Use this page as a practical translation layer. The goal is to slow down the first reaction, name the business risk, and give the team enough context to decide whether the next move is a calculation, a feed change, a campaign QA step, or a page update. The tables and checklists are there to make the work repeatable, but the judgment comes from understanding why the issue appears in the first place.
Title patterns that work
| Pattern | Example |
|---|---|
| Brand + product type + key attribute | Northstar Waterproof Hiking Jacket - Packable Women's Rain Shell |
| Product type + material + size | Organic Cotton Baby Pajamas - 2-Way Zip Sleeper, 6-12M |
| Use case + product type + variant | Travel Makeup Bag - Hanging Toiletry Organizer, Black |
Title rules
Keep titles readable. Add useful attributes, not every possible synonym. If a shopper would not say the phrase out loud, it probably does not belong in the title.
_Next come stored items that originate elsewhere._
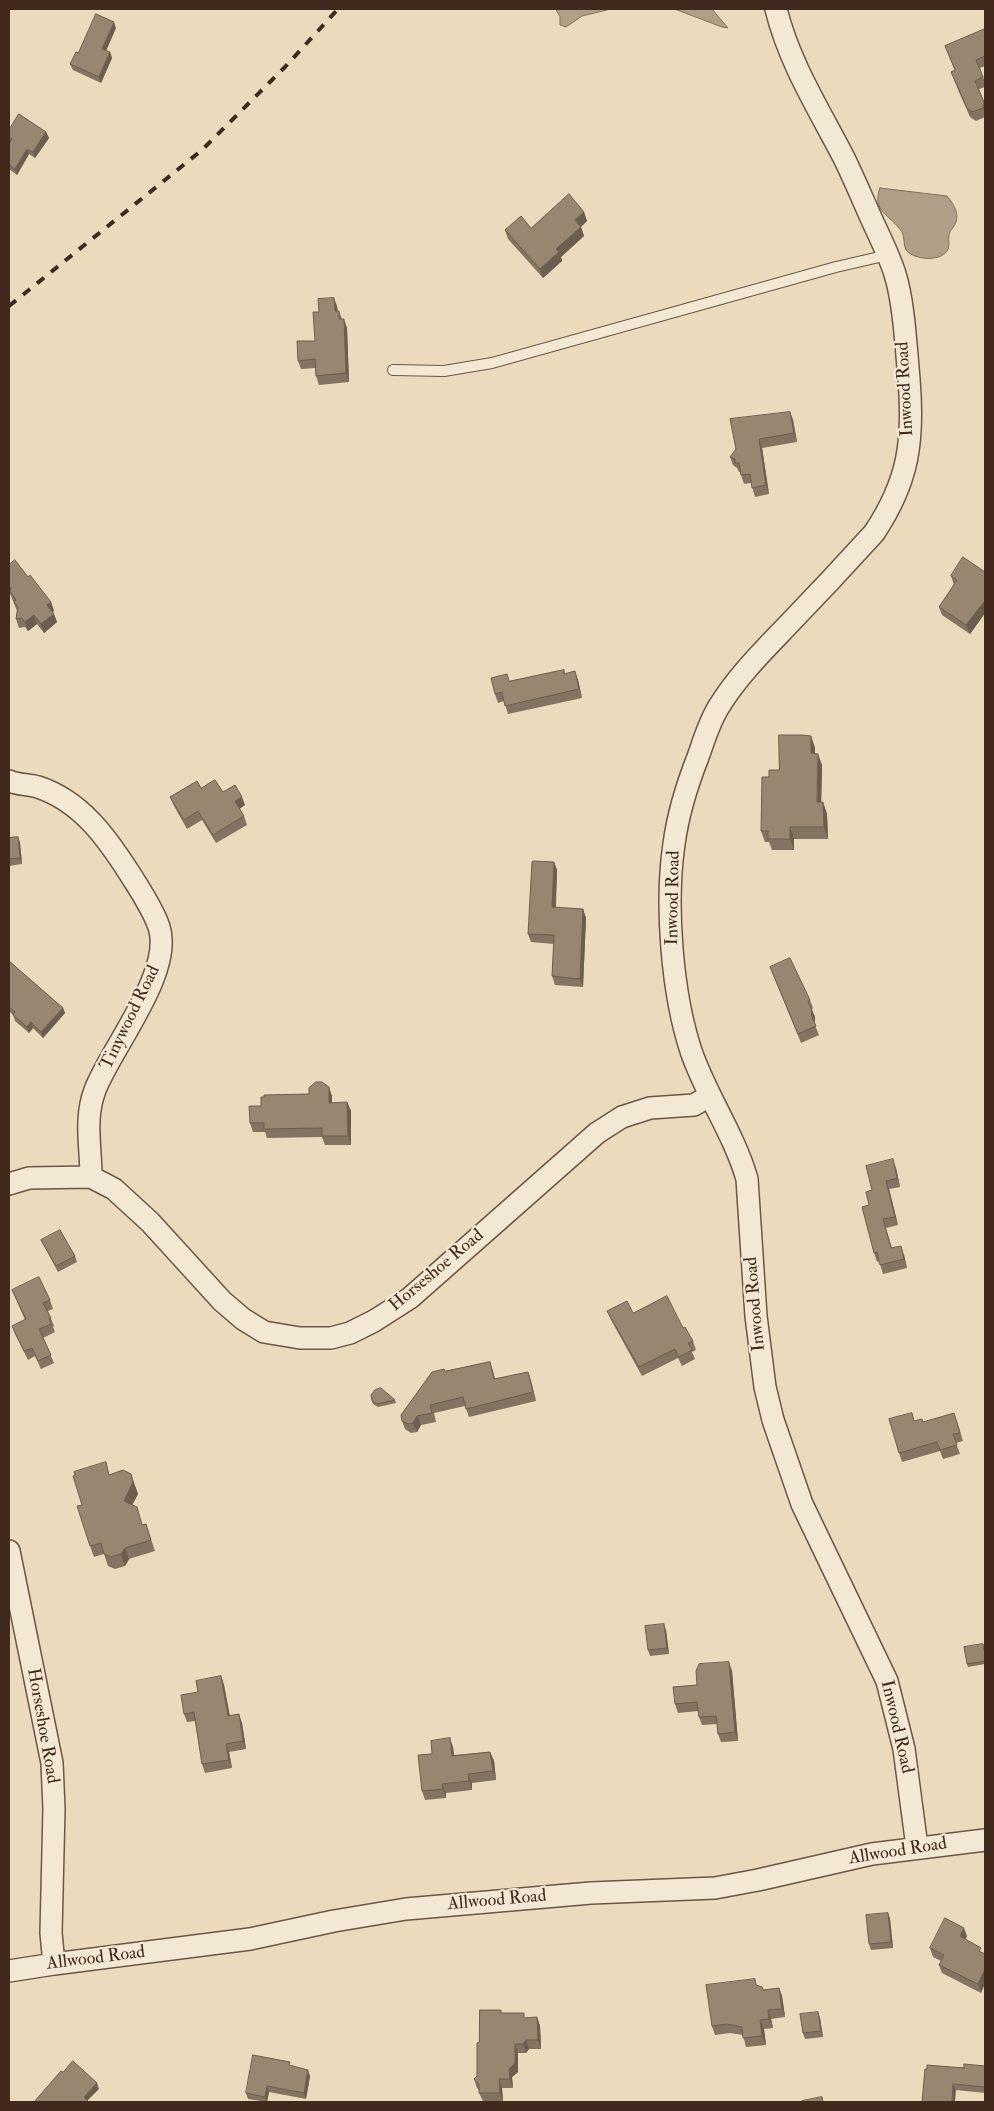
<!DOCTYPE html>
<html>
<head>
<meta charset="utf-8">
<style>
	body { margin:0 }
	#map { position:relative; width:994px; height:2111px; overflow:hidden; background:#ebdbbc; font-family:"IM FELL Double Pica",serif }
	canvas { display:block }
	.frame { position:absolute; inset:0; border:10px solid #41291e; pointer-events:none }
</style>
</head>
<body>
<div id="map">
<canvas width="994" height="2111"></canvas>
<div class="frame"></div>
</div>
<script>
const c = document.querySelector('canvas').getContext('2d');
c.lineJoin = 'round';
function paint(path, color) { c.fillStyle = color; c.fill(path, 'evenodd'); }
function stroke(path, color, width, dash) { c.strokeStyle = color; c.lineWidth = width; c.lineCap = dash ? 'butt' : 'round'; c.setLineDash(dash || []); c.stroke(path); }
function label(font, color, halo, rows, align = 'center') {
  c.font = font + ' "IM FELL Double Pica",serif'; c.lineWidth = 4.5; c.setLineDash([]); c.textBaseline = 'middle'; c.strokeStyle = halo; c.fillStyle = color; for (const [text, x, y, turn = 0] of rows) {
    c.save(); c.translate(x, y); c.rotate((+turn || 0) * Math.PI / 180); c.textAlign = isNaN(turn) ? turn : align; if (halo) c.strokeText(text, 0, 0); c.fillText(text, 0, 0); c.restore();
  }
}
const water = new Path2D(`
	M556,9H611L582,16L566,27L560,25V17Z
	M675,9H712L728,28L722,27Z
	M880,188L947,196C954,204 961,216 954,226C953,228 950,231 950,232C947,238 951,246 947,251C940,262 914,260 906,250C903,245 905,237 902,232C891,215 871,212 880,188Z`);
const service = new Path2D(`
	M393,370L444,371L492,363L836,267L888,255`);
const minor = new Path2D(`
	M776,9C789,62 818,108 843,156C852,174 860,193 868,211C877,232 888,252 895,274C904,303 906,347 909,379C914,440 909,481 874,533C845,565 816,596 786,627C762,652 736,678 718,708C709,723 704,740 698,757C687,785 678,814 674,844C665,905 672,993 691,1051C706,1095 734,1134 747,1179L756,1316L765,1387L773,1420L802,1504L887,1681L904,1749L917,1847
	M9,781C18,785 29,784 38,787C81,801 107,838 130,874C140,890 153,909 159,927C174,972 111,1048 95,1090C84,1119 91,1147 91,1177
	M9,1184L29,1178L91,1177L114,1189L150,1222L222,1301L243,1319L264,1332L300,1338H331L350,1333L374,1321L410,1298L597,1133L622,1117L650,1108L694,1105L709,1096
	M9,1551L52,1763L54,1809L51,1933L54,1964
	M9,1971L54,1964L250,1939L334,1921L406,1909L591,1893L715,1888L758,1880L872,1854L985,1840`);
const rail = new Path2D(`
	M9,306L202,150L285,67L338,9`);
const wall = new Path2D(`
	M116,28L106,51L110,52L112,58L101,83L73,70L70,64L78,53Z
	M985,29V66L980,68L985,82V87L979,89L985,104V117L976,121L970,117L959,92L951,72L955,70L945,46Z
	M9,130L46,132L49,138L35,158L29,154L17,175L9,169V144L10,142H9Z
	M584,212L587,221L581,227L584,236L561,257L562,261L543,278L508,239L505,230L531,228Z
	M337,306L338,311H339L342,319L347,328L349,382L319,385L316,376L315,368L301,369L298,361L315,341L319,312Z
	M790,412L793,420L797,442L762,448L769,494L755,497L751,483L744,484L740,472H739L737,468L733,465L730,457Z
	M9,565L28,577L51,602L54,611L52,612L57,622L44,633L37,624L28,631L25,627L19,628L16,619L17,611L9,591Z
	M985,572V613L970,634L942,615L939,607L954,585L951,576Z
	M564,670L565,673L578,680L582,698L508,714L504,701L498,703L495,694L510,681Z
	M811,736L815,748V753L822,765L821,802H823L827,814L828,839H794V850H772L769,842H765L761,831L769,777L779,770Z
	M201,788L223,792L245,805L239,809L244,816L247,825L216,843L202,820L187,829L174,806L170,797Z
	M18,837L20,843L22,864L9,866V838Z
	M554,862L557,870L556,908L583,909L586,918L583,987L555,985L552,976L554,944L531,942L528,934Z
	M9,961L63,1008L65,1013L43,1038L33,1028L29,1033L15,1021L13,1015L9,1011Z
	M770,967L810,1000L813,1008L812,1009L815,1017V1023H814L819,1035L801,1043Z
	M332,1096V1103L347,1102L351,1111V1145H325L322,1137L267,1138L265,1132H253L250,1123L261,1106L264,1097Z
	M896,1168L900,1187L889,1189L898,1225L886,1228L892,1248L904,1255L907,1268L883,1274L879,1261L877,1262L874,1253L869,1205L872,1190Z
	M41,1240L75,1256L77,1262L58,1272L44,1246Z
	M12,1290L50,1300L53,1309L48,1311L54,1326L53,1327L55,1332L43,1338L54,1363L41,1369L35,1356L28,1360L15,1334L12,1326L25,1320Z
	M607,1311L633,1313L683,1328L693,1341L696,1350L692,1352L695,1359L682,1366L678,1358L642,1376L611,1320Z
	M490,1362L495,1379L528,1372L531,1381L536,1401L469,1417L465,1406L434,1413L436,1422L421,1425L417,1432L411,1433L405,1429L402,1421L445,1371Z
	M395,1400L396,1403L378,1407L373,1404L372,1401Z
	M915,1421L923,1422L957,1421L963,1441L956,1443L960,1454L943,1459L940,1451L902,1462L899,1453Z
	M110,1474L135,1486L138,1494L132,1505L137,1507L142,1525L146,1524L155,1551L129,1559L125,1566L115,1569L108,1566L104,1554L94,1557L90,1546L82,1505Z
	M666,1630L669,1654L650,1656L648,1650Z
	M984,1647L985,1664L968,1667L967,1664Z
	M732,1671L738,1741L721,1742L718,1734L717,1724L702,1725L699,1717L698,1711L678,1713L675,1704L697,1685Z
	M221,1676L224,1685L230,1716L242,1723L246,1749L229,1752L232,1768L205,1773L202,1764L195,1721L187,1722L184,1714L198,1692Z
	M453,1747L454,1755L490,1752L494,1761L496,1780L472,1783V1790L446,1793V1798L425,1800L422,1791L432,1754Z
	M888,1913L890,1919L893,1948L871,1950L869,1944Z
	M967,1936L965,1939L981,1993L942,1973L939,1965L941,1961L933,1957L930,1948Z
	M758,1986L762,1987L764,1990L779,1988L782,1996L785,2017L771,2019L773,2028L764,2029L766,2045L746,2047L743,2035L730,2033L715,2035L712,2026Z
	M818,2012L820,2018L823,2037L805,2039L803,2033Z
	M502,2013L525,2018L537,2017L540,2026L541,2049H529L526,2053H518V2072L512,2077L513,2088H502L503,2101H483L479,2093V2090L477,2088L474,2079L477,2076L479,2042Z
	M292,2066L310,2076L306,2099L269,2092L267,2102L248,2099L246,2093Z
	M985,2066V2093L956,2090L925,2069Z`);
const shadedWall = new Path2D(`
	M114,22L116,28L104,55L102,49Z
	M110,52L112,58L101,83L99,77Z
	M984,102L985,104V113L983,108Z
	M46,132L49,138L35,158L33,152Z
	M27,149L29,154L17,175L15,169Z
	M584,212L587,221L578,229L575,220Z
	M581,227L584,236L561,257L562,261L543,278L540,269L556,249Z
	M334,298L337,306L338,320L335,311Z
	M344,319L347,328L349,382L346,373Z
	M790,412L793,420L797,442L794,433Z
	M759,439L762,448L769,494L766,485Z
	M51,602L54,611L50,613L47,605Z
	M984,602L985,606V613L970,634L966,625Z
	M54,614L57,622L44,633L41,624Z
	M34,615L37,624L28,631L25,622Z
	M575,671L578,680L582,698L579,689Z
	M811,736L815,748V765L811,753Z
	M818,754L822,765L821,814L817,802Z
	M242,797L245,805L238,810L235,801Z
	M823,802L827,814L828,839L824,827Z
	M790,827L794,839V850L790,839Z
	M18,837L20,843L22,864L20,858Z
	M554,862L557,870L555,916L552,907Z
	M583,909L586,918L583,987L580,979Z
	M63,1008L65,1013L43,1038L41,1032Z
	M811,1009L815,1017V1023L812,1014Z
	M31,1022L33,1028L29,1033L27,1027Z
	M329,1087L332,1096V1111L329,1103Z
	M347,1102L351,1111V1145L348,1136Z
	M893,1159L896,1168L900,1187L897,1178Z
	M886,1181L889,1189L898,1225L895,1217Z
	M901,1246L904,1255L907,1268L904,1259Z
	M490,1362L493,1371L497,1388L494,1379Z
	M528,1372L531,1381L536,1401L533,1392Z
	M417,1416L421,1425L417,1432L413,1423Z
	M131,1474L138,1494L128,1513L124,1501Z
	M125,1548L129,1559L125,1566L121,1554Z
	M664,1624L666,1630L669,1654L667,1648Z
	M729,1662L732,1671L738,1741L735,1732Z
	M221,1676L224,1685L231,1724L228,1716Z
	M239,1714L242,1723L246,1749L243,1741Z
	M450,1738L453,1747L455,1764L452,1756Z
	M226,1744L229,1752L232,1768L229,1760Z
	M490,1752L494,1761L496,1780L493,1771Z
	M468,1774L472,1783V1790L469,1781Z
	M442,1784L446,1793V1798L443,1789Z
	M888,1913L890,1919L893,1948L891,1942Z
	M964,1928L967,1936L963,1945L960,1936Z
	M985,1969V1984L981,1993L978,1984Z
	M779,1988L782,1996L785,2017L782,2009Z
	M768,2010L771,2019L773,2028L769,2019Z
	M818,2012L820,2018L823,2037L821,2031Z
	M537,2017L540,2026L541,2049L538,2040Z
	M760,2020L764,2029L766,2045L762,2036Z
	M526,2040L529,2049L526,2053L523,2044Z
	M515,2044L518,2053V2072L512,2077L513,2088L510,2079L509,2069Z
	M308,2070L310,2076L306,2099L304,2093Z
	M499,2079L502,2088L503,2101L500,2093Z
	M97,2083L99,2089L86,2102L84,2097Z
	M953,2084L956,2090L955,2102H952Z
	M267,2086L269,2092L267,2102L265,2097Z`);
const building = new Path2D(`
	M96,14L114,22L102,49L110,52L99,77L70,64L76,52L78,53Z
	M985,29V56L976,60L983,77L975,81L984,102L983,108L972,112L967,108L956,83L951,72L955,70L945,46Z
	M19,114L46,132L33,152L27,149L15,169L9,165V144L12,139L9,137V130Z
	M569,194L584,212L575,220L581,227L556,249L559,252L540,269L505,230L521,216L531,228Z
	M334,298L335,311H339V319H344L346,373L316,376L315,359L298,361L297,341H315L313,312H319L318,299Z
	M790,412L794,433L759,439L766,485L752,488L750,474L741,475L739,463H735V459L730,457L736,449L730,419Z
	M963,557L985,572V603L984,602L966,625L939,607L957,580L951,576Z
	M15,560L28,577L30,575L51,602L47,605L54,614L41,624L34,615L25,622L22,618L16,619L18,607L14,602L16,600L10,591L11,589L9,586V565Z
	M564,670V674L575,671L579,689L505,706L502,692L495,694L491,678L507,674L509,681Z
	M779,735H802L811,736V753L818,754L817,802H823L824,827H790V839H768V831H761L762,777H769V770H779Z
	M215,780L223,792L235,785L242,797L235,801L244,816L213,835L198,811L184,820L170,797L197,781L201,788Z
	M18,837L20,858L9,859V838Z
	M534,861L554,862L552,907L583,909L580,979L552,976L554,935L528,934L532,862Z
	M790,958L810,1000L808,1001L811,1009L812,1014L811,1015L816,1026L798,1034L770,967Z
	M9,961L63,1008L41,1032L31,1022L27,1027L13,1015L15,1012L9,1007Z
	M316,1082H322L329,1087V1103L347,1102L348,1136H322V1128L264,1129V1123H250L249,1106H261V1097H264V1095L309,1094V1088Z
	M893,1159L897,1178L886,1181L895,1217L883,1219L891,1248L901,1246L904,1259L880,1265L877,1252L874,1253L862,1207L869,1205L866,1192L872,1190L866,1166Z
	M60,1230L75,1256L56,1266L41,1240Z
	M39,1277L50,1300L43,1303L51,1318H49L51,1324L39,1329L51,1355L38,1361L32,1348L24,1351L12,1326L26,1319L12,1290Z
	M667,1296L683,1328L685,1327L693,1341L688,1343L692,1350L679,1357L675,1349L639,1367L607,1311L627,1301L633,1313Z
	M490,1362L494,1379L528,1372L533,1392L466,1409L463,1397L430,1405L432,1413L417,1416L413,1423L408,1424L402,1421L401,1415L432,1372L444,1369L445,1371Z
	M381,1388L395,1400L377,1404L372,1401L371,1395L375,1390Z
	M912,1413L914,1421L922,1419L923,1422L954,1413L960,1433L953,1434L957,1445L940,1450L937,1442L899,1453L889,1419Z
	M106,1462L109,1475L123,1470L131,1474L133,1482L124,1501L137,1507L142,1525L146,1524L151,1540L125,1548L121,1554L111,1557L104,1554L101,1543L90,1546L77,1506L82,1505L73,1476L75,1475L74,1472Z
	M664,1624L667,1648L648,1650L645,1626Z
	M983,1644L985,1655V1661L967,1664L964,1647Z
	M729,1662L735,1732L718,1734L716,1716L699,1717L697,1702L675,1704L673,1687L697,1685L696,1671L699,1664Z
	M221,1676L228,1716L239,1714L243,1741L226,1744L229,1760L202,1764L194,1712L184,1714L181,1695L198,1692L196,1681Z
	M450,1738L452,1756L490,1752L493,1771L468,1774L469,1781L442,1784L443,1789L422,1791L418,1755L432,1754L431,1741Z
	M888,1913L891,1942L869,1944L866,1915Z
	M945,1918L964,1928L960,1936L981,1948L979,1951L985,1954V1969L978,1984L939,1965L944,1955L930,1948Z
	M755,1979L756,1985L762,1987L763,1990L779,1988L782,2009L768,2010L769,2019L760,2020L762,2036L743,2038L742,2027L727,2024L712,2026L706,1985Z
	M480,2010H501V2013H524V2018L537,2017L538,2040H526L523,2044H515V2063L509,2069L510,2079H499L500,2093H479V2084L474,2079L477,2076V2043L479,2042Z
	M818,2012L821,2031L803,2033L800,2014Z
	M253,2055L290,2062L289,2065L308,2070L304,2093L267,2086L265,2097L246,2093Z
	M73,2061L97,2083L84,2097L88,2101L87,2102H34L61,2071L63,2072Z
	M964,2064L985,2066V2087L953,2084L952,2102H922L925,2069H927V2065L964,2068Z
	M822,2097L823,2102H802V2101Z`);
const streetNames = [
	["Inwood Road",906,389,-93],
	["Inwood Road",674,898,-89],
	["Tinywood Road",131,1018,-64],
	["Horseshoe Road",437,1271,-40],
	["Inwood Road",756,1304,-95],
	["Horseshoe Road",42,1726,80],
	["Inwood Road",896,1727,77],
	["Allwood Road",898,1852,-9],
	["Allwood Road",497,1901,-5],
	["Allwood Road",96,1959,-7]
];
paint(water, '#b19e86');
stroke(water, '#846f5c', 1);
stroke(service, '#6c5646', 12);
stroke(minor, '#6c5646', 24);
stroke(service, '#f2e8d3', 10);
stroke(minor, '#f2e8d3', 21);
stroke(rail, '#41291e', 4, [9, 9]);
paint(wall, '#847360');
paint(shadedWall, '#6b5e4e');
paint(building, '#998670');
stroke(building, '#6b5e4e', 1);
label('18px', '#41291e', '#f2e8d3', streetNames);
</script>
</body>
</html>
Title ingredients to choose from
- Brand when it matters to trust or recognition
- Product type in plain language
- Material, size, color, gender, age, or compatibility when relevant
- Use case when the product solves a specific job
- Variant detail when multiple variants share a parent product
Rewrite examples
| Weak title | Clearer title | Why it is better |
|---|---|---|
| Premium Hoodie | Haven Men's Heavyweight Cotton Hoodie - Black | Adds brand, buyer, material, product type, and color. |
| Bottle | TrailPro 24 oz Stainless Steel Insulated Water Bottle - Straw Lid | Adds size, material, insulation, and lid type. |
| Dog Bed Large | PawRest Orthopedic Dog Bed - Large, Washable Cover, Gray | Adds brand, product type, size, feature, and color. |
Methodology and limits
Use the examples to write one product-family rule, then test it on a sample before changing the whole catalog.
Do not copy examples blindly. Title structure should match product category, channel requirements, and what shoppers need to compare.
Reusable download
Use the related CSV as a working file for the calculation, checklist, or planning step covered on this page.
Common questions
How long should a title be?
Long enough to include useful identity and variant detail, but short enough that a shopper can read it naturally.
Should brand come first?
Usually yes when the brand matters to trust or search behavior. For generic private-label goods, product type may matter more.
What should I remove?
Remove repeated keywords, vague adjectives, promo claims, and attributes that do not help selection.